Decision matrix: Scopic vs InData Labs
| Your situation | Recommended choice |
|---|---|
| You need full-ownership delivery on a defined project scope | Scopic |
| You need a large dedicated team for an ongoing programme | Check each company's engagement model |
| Your budget is at the lower end | Scopic |
| You need specialist depth in a specific vertical | Scopic |
| You need staff augmentation or team extension | Neither; consider alternatives that offer staff aug |
| You need consulting before committing to a build | InData Labs |
Use case fit: Scopic vs InData Labs
| Use case | Scopic fit | InData Labs fit | Winner |
|---|---|---|---|
| Custom neural network development for healthcare diagnostic imaging | Strong | Strong | Both equally |
| NLP document classification and information extraction systems | Strong | Strong | Both equally |
| Custom NLP model for healthcare clinical documentation and medical coding | Strong | Strong | Both equally |
| Computer vision quality control for high-precision manufacturing environments | Strong | Strong | Both equally |
| Fixed-price build | Limited | Limited | Both equally |
| Staff augmentation | Limited | Limited | Both equally |
Verdict: Scopic vs InData Labs
Scopic (4.6/5) is the stronger overall choice for most Machine Learning Development projects. Engineers custom ML architectures from the ground up — not fine-tuned wrappers — with 20 years of production delivery discipline. It is best for companies that need genuinely custom ML architectures rather than fine-tuned off-the-shelf models.
InData Labs (4.6/5) is the better choice when businesses with complex, highly specific ML problems requiring deep data science expertise and custom model architecture. If your situation matches those criteria, InData Labs is a competitive option.
Related comparisons
Scopic vs InData Labs FAQ
Is Scopic better than InData Labs?
Scopic (4.6/5) scores higher overall, but "better" depends on your use case. Scopic is better for companies that need genuinely custom ML architectures rather than fine-tuned off-the-shelf models. InData Labs is better for businesses with complex, highly specific ML problems requiring deep data science expertise and custom model architecture.
How do Scopic and InData Labs differ in pricing?
Scopic uses fixed project, t&m pricing with a minimum engagement of $20K. InData Labs uses fixed project, t&m pricing with a minimum engagement of $20K. Neither firm publishes a full rate card; a discovery call is required for project-specific quotes.
Which is better for enterprise: Scopic or InData Labs?
Scopic is the larger team and typically the better enterprise-scale choice.
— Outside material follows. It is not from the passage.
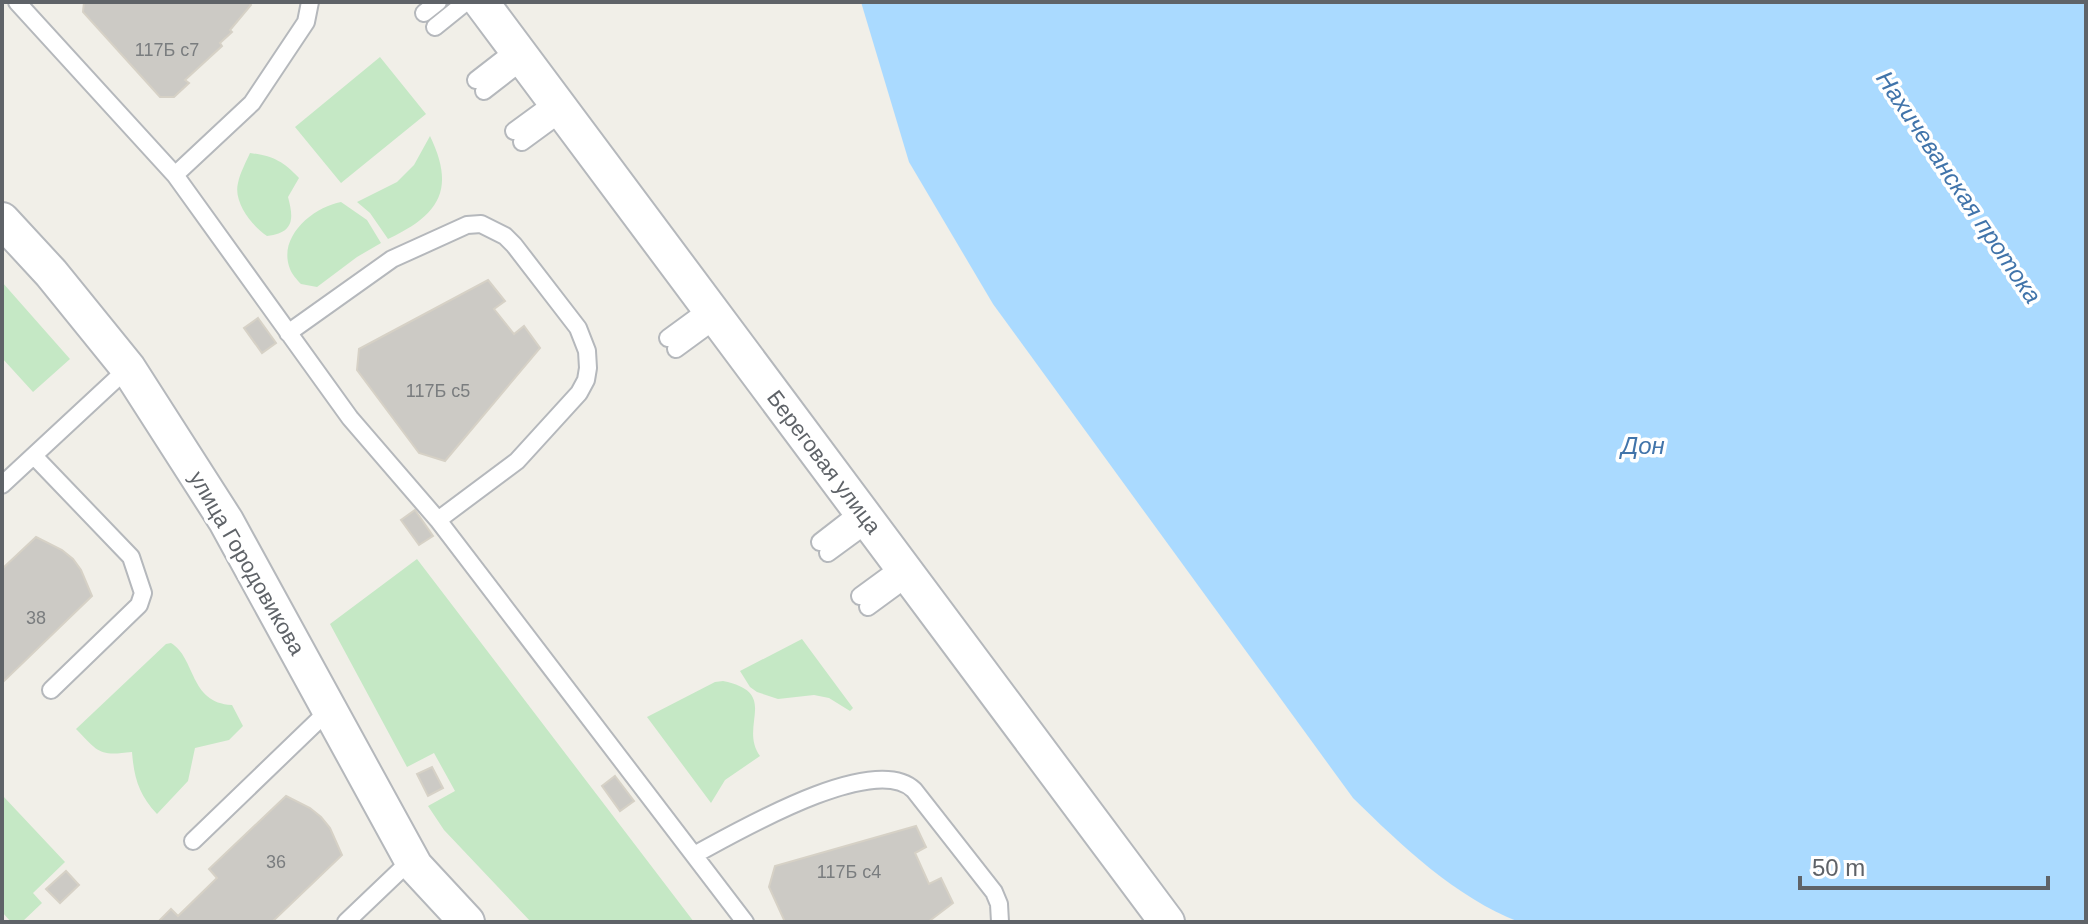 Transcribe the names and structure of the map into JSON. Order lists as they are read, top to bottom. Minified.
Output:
{"streets":{"street":["Береговая улица","улица Городовикова"]},"water":["Нахичеванская протока","Дон"],"house_numbers":["117Б с7","117Б с5","38","36","117Б с4"],"scale_bar":"50 m"}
For very large programmes, verify team size and compliance coverage directly with each company before shortlisting.
What are the main differences between Scopic and InData Labs?
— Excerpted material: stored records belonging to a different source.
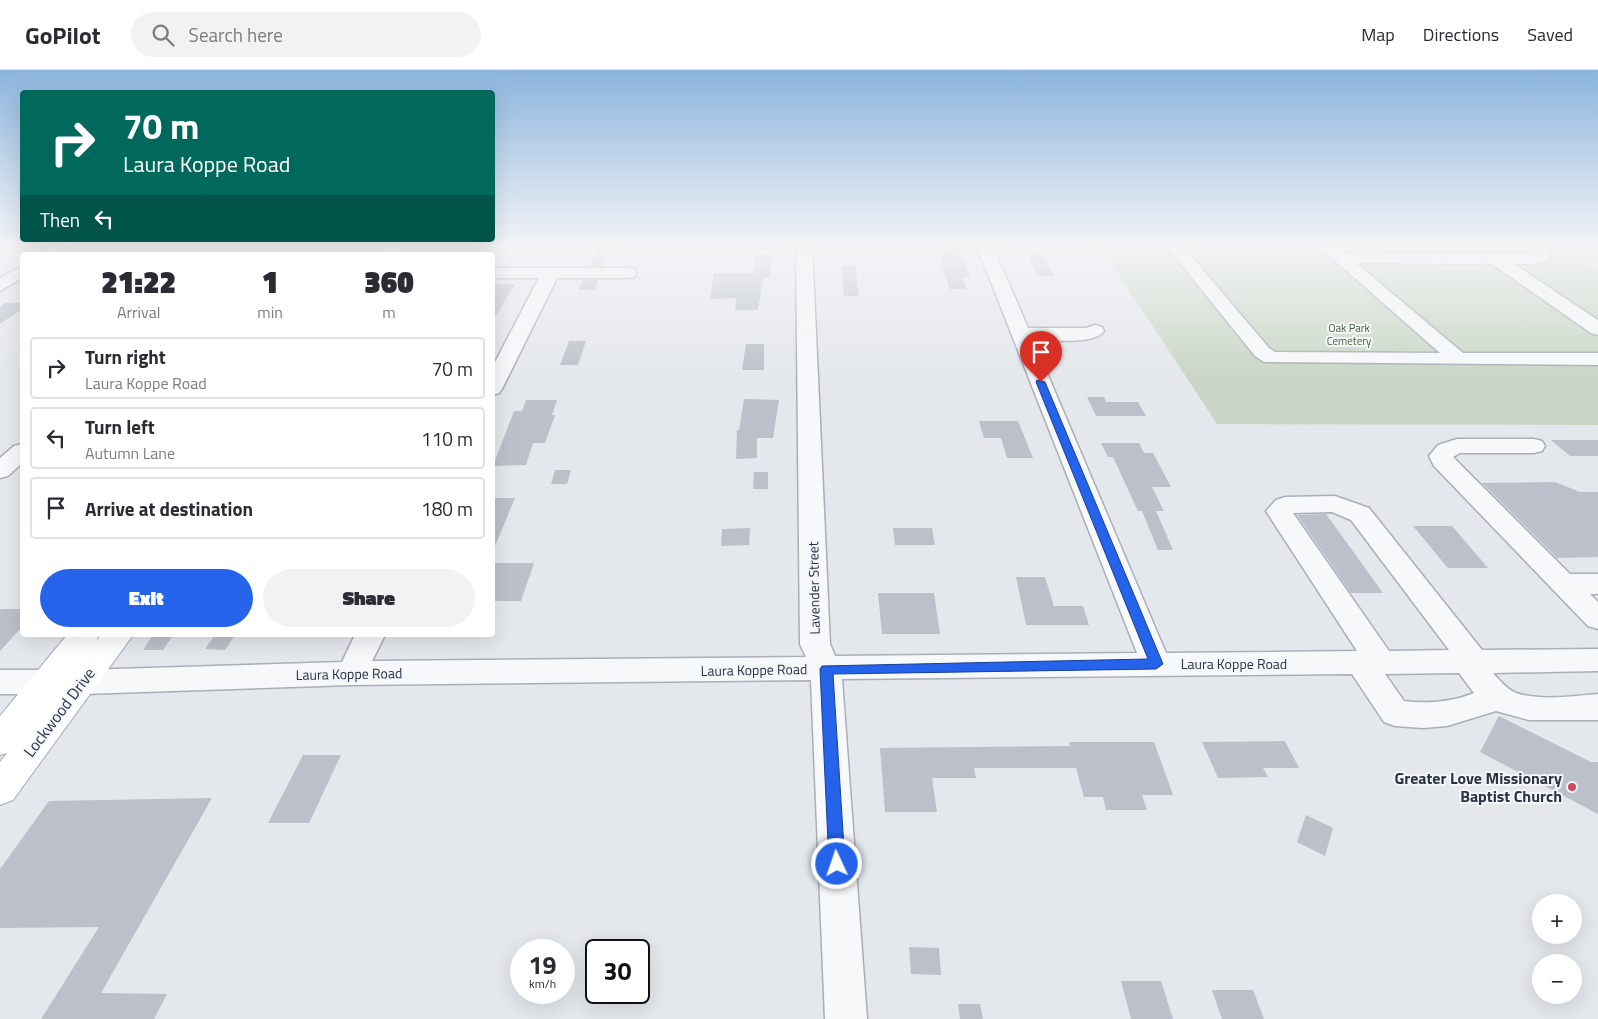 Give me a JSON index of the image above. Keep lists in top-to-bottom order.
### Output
{
  "streets": {
    "main road": ["Lockwood Drive"],
    "street": ["Lavender Street", "Laura Koppe Road"]
  },
  "crossings": [
    ["Lavender Street", "Laura Koppe Road"],
    ["Laura Koppe Road", "Lockwood Drive"]
  ],
  "parks": ["Oak Park Cemetery"],
  "places": ["Greater Love Missionary Baptist Church"],
  "page": {
    "header": "GoPilot",
    "search": "Search here",
    "nav": ["Map", "Directions", "Saved"],
    "turn": ["70 m", "Laura Koppe Road"],
    "then": "Then",
    "eta": [
      "21:22",
      "Arrival",
      "1",
      "min",
      "360",
      "m"
    ],
    "list": [
      {
        "name": "Turn right",
        "note": "Laura Koppe Road",
        "value": "70 m"
      },
      {
        "name": "Turn left",
        "note": "Autumn Lane",
        "value": "110 m"
      },
      {
        "name": "Arrive at destination",
        "value": "180 m"
      }
    ],
    "buttons": ["Exit", "Share"],
    "map_buttons": ["+", "−"],
    "speed": "19 km/h",
    "limit": "30"
  }
} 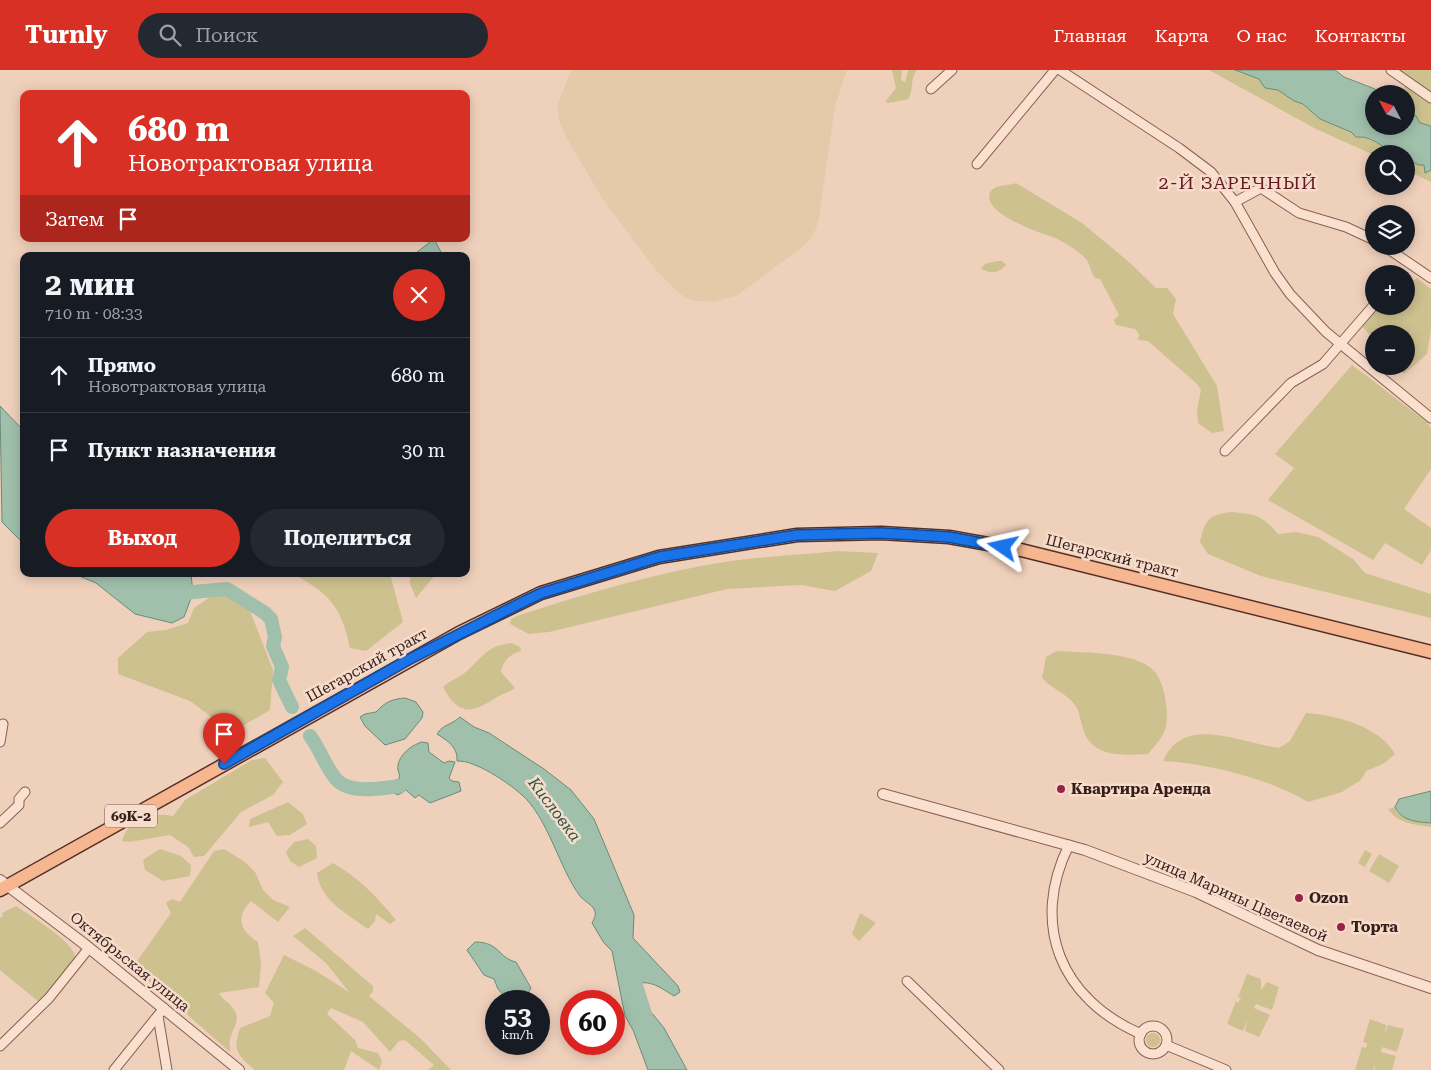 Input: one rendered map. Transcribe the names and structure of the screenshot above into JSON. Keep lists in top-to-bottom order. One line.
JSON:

Scopic's primary differentiator is: engineers custom ml architectures from the ground up — not fine-tuned wrappers — with 20 years of production delivery discipline. InData Labs's primary differentiator is: boutique firm with a track record of solving atypical, high-complexity ml problems that generalist shops decline or under-deliver on. They also differ in team size (250+ vs 100+), minimum engagement ($20K vs $20K), and primary industries served (Healthcare & Life Sciences, Financial Services vs Healthcare & Life Sciences, Financial Services).
Last reviewed: July 2026. Verify all details directly with each company before making a decision.